I'm sorry but you are just accommodation to him.

OneWildLemonSnake · 01/04/2024 23:20

She's 25 but I understand what your saying.
It's not ok and I know that.
I've made myself look foolish on here and he has never acted like this around my family and friends, quite the opposite they all think he is fantastic!
Makes me feel sick

OP posts:
KittenKins · 01/04/2024 23:20

We learn what is or isn't acceptable in a relationship from our parents, especially daughters & mothers.

You have lord of women telling you this acceptable,for you, or your daughter.

Do it for her if you are still on the fence.

I speak as a women who was once with a drug taking, mentally ill, & abusively man.

It gets worse, not better.

Call women's aid, get advice on your rights, & take action while you are mad &/or hurting.

Good luck.

TheCatterall · 01/04/2024 23:21

@OneWildLemonSnake id message him telling him not to bother coming back and to contact you via text to make arrangements to collect his stuff. If he can find somewhere to get coked up etc and sleep with other women then he can also find a sofa to sleep on just as easily.

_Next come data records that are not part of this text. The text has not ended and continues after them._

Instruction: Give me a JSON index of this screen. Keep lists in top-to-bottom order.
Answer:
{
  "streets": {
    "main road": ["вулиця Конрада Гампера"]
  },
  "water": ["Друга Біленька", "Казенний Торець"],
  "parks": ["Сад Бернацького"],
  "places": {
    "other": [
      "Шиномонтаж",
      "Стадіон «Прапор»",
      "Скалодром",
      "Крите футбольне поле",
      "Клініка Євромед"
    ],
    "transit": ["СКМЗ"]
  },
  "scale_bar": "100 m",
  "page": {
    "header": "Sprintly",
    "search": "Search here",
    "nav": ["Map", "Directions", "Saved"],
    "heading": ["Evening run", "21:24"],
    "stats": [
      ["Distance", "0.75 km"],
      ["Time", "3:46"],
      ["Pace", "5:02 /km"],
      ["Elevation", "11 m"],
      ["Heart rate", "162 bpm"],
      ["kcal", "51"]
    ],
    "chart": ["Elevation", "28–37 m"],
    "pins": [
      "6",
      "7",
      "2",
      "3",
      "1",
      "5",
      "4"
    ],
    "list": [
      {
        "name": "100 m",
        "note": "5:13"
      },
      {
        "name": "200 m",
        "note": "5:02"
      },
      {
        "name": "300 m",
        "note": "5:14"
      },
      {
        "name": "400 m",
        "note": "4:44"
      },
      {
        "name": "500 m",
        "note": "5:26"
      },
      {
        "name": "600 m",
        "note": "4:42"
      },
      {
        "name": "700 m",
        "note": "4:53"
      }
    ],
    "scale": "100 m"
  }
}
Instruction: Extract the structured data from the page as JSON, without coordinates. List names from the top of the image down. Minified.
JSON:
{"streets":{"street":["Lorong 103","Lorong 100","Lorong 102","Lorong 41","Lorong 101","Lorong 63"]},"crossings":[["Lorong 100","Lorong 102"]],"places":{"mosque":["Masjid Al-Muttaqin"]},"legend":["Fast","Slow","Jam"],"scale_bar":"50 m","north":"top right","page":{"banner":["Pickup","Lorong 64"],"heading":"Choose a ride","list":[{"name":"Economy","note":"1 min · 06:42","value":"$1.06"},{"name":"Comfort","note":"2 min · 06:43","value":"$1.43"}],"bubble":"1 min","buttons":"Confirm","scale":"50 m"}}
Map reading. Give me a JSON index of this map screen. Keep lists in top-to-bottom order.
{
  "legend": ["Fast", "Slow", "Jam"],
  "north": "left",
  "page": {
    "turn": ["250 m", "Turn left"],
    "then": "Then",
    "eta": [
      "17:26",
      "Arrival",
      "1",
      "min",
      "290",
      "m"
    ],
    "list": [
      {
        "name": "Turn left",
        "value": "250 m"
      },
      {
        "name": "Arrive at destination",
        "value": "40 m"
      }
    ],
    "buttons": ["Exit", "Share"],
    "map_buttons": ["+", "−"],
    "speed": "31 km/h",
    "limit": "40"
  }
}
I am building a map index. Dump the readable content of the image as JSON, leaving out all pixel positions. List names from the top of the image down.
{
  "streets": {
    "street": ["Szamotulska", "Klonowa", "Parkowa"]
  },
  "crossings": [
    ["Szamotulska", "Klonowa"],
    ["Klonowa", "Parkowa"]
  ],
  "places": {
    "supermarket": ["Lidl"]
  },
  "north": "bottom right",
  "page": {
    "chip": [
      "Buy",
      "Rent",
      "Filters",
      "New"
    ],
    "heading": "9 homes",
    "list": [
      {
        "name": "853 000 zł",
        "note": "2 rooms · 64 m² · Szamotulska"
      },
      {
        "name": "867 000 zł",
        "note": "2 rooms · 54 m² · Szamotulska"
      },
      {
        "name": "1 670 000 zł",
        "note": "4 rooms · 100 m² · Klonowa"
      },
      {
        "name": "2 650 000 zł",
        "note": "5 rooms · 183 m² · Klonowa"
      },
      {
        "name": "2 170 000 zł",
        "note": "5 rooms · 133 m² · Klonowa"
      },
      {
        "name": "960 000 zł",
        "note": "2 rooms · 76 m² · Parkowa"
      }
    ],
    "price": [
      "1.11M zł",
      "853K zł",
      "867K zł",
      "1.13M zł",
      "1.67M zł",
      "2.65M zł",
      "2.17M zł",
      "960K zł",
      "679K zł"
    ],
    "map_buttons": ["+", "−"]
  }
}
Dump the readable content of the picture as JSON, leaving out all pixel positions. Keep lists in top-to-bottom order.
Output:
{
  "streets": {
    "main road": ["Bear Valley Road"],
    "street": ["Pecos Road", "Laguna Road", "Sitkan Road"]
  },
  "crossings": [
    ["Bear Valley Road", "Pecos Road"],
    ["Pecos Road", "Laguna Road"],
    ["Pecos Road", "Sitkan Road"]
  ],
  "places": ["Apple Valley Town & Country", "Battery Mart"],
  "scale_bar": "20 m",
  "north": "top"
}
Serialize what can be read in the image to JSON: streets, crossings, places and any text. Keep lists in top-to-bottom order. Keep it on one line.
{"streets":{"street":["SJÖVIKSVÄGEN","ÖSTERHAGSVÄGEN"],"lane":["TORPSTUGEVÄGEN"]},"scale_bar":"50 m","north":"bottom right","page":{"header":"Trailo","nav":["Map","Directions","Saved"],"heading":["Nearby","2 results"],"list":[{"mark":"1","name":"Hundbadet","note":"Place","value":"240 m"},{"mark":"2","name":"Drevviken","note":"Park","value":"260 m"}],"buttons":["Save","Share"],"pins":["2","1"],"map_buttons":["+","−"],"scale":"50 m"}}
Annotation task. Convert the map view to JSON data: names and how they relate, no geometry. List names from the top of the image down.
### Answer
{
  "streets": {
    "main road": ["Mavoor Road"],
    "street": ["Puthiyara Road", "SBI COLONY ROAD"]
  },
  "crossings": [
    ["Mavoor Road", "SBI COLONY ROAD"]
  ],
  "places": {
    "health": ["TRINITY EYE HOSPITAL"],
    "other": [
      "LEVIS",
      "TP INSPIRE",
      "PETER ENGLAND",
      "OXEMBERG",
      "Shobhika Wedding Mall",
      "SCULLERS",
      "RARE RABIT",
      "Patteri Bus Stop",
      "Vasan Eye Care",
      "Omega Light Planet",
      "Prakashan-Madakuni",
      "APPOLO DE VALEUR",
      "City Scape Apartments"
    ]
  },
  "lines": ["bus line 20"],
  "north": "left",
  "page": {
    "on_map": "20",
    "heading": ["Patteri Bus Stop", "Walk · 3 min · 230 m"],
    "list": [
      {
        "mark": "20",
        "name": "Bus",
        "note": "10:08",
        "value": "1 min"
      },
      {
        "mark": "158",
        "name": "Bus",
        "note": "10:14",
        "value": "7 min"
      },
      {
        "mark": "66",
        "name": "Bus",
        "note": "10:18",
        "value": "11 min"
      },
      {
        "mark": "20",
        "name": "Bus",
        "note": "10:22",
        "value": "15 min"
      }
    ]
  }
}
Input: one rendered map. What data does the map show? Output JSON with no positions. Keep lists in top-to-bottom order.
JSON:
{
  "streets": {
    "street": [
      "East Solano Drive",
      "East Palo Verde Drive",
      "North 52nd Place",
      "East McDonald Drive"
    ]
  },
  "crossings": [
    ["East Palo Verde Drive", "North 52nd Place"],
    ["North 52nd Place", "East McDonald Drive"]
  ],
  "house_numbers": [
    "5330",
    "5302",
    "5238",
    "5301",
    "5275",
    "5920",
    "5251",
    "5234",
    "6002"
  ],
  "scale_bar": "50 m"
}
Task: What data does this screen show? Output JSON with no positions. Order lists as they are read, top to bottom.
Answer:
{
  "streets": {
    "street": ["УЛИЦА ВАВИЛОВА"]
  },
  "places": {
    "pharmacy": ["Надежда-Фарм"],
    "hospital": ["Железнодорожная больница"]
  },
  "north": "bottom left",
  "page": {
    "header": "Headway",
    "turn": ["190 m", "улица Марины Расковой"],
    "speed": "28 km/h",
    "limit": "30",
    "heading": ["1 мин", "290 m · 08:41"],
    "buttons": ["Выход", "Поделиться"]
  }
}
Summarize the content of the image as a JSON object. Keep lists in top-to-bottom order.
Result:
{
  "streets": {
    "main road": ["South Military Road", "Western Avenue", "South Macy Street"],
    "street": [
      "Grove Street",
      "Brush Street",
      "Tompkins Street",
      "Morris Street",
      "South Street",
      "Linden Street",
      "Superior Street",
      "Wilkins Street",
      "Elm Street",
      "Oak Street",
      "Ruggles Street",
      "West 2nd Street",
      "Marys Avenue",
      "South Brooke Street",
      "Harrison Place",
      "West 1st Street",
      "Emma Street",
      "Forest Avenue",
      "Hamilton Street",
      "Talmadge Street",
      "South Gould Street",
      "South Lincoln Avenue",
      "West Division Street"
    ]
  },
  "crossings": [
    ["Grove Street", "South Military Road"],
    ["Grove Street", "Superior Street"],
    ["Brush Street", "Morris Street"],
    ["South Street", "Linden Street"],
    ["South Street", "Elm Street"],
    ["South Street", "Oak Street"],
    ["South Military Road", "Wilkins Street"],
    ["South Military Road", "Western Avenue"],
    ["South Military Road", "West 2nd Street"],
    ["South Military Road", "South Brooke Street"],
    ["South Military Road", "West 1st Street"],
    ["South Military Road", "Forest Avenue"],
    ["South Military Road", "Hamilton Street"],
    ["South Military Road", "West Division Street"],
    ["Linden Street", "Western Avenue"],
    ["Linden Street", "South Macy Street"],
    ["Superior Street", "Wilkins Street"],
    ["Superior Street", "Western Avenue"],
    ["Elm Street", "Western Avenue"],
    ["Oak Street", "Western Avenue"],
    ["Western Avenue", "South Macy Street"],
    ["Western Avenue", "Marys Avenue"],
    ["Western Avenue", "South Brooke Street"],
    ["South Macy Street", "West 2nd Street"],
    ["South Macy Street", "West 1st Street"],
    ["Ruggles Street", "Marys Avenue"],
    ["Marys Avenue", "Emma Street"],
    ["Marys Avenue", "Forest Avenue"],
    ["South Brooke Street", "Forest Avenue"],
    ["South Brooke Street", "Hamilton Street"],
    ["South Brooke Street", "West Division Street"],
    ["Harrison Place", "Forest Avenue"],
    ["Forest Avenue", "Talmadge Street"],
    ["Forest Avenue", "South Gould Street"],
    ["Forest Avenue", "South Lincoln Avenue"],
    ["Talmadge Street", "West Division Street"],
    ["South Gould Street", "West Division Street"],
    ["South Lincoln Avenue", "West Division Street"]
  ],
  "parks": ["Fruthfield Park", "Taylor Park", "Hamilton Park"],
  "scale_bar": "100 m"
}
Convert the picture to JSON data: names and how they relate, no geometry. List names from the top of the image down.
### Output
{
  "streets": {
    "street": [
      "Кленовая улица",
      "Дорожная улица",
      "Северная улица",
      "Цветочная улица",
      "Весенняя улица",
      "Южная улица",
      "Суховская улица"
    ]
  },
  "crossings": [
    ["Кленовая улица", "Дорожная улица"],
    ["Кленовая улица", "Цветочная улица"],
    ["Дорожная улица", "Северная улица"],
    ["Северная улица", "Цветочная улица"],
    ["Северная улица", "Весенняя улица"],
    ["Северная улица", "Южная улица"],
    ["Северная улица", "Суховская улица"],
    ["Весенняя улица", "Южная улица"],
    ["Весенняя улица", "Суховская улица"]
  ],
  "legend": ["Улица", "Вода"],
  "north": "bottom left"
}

mrsdineen2 · 01/04/2024 23:22

RampantIvy · 01/04/2024 22:38

Is this a late April Fool?

Go on, talk us though how exactly you think this would play out as an "April fool".

OneWildLemonSnake · 01/04/2024 23:22

He has a key unfortunately and will just let himself in :-(

OP posts:
Ladyluckinred · 01/04/2024 23:22

OneWildLemonSnake · 01/04/2024 23:20

She's 25 but I understand what your saying.
It's not ok and I know that.
I've made myself look foolish on here and he has never acted like this around my family and friends, quite the opposite they all think he is fantastic!
Makes me feel sick

Ahh sorry, I read 18 and not the over. You haven’t made yourself look foolish. He is the dick, and you deserve better for yourself x

AngelQuartz · 01/04/2024 23:23

How old is he, OP? Not that it matters in the scheme of things I’m just curious.

He sounds vile. Takes drugs, cheats on you and lives in your house?!

Please raise your self esteem and realise your worth. Pack his shit in bin liners, throw them on the door step. Lock the door and leave the key in the lock.

Tomorrow - get an emergency locksmith to change the locks.

Get the ball rolling now. He doesn’t care about you or respect you and your daughter.

vipersnest1 · 01/04/2024 23:24

What @AngelQuartz said. He's not a keeper.

OneWildLemonSnake · 01/04/2024 23:26

He is 46 acts like he is 20 still!
I have a door that you can't leave the key in unfortunately otherwise I would!
He is definitely going tomorrow, I will have no car to get to work but that's the hold he has over me.... so be it!!
Better to be rid of him, he brings nothing to my life, just grief all the time :-(

OP posts:
TicTac80 · 01/04/2024 23:26

Ugh, this sort of shit reminds me of my XH. I never forget how sick I used to feel each time he went AWOL. Luckily I had my own car (and he had his own car), and it was just my name on the tenancy agreement....but I would never know if he'd be back (or in a fit state) to watch the kids/do school run etc (I was the breadwinner). Biggest regret I have? Not ending things sooner. It took me years to build up the courage to and I became a shell of my former self (I'm back on track now though!).

Seriously, end this now. I was terrified (XH had nasty streak when he was drunk/high) but a handful of years down the line and my life is much better. Even once he left, things were a lot more peaceful....and the difference it made to the kids was phenomenal (I was trying to shield them from stuff). Good luck x

CandyLeBonBon · 01/04/2024 23:26

OneWildLemonSnake · 01/04/2024 23:22

He has a key unfortunately and will just let himself in :-(

Is he on the mortgage/lease? If not pack up his stuff, and turf him out.

StormingNorman · 01/04/2024 23:46

You don’t look foolish. He does.

allthemiddlechildrenoftheworld · 02/04/2024 00:23

@OneWildLemonSnake sorry but I think it is unreasonable to stay with someone who takes drugs anyway!!!!!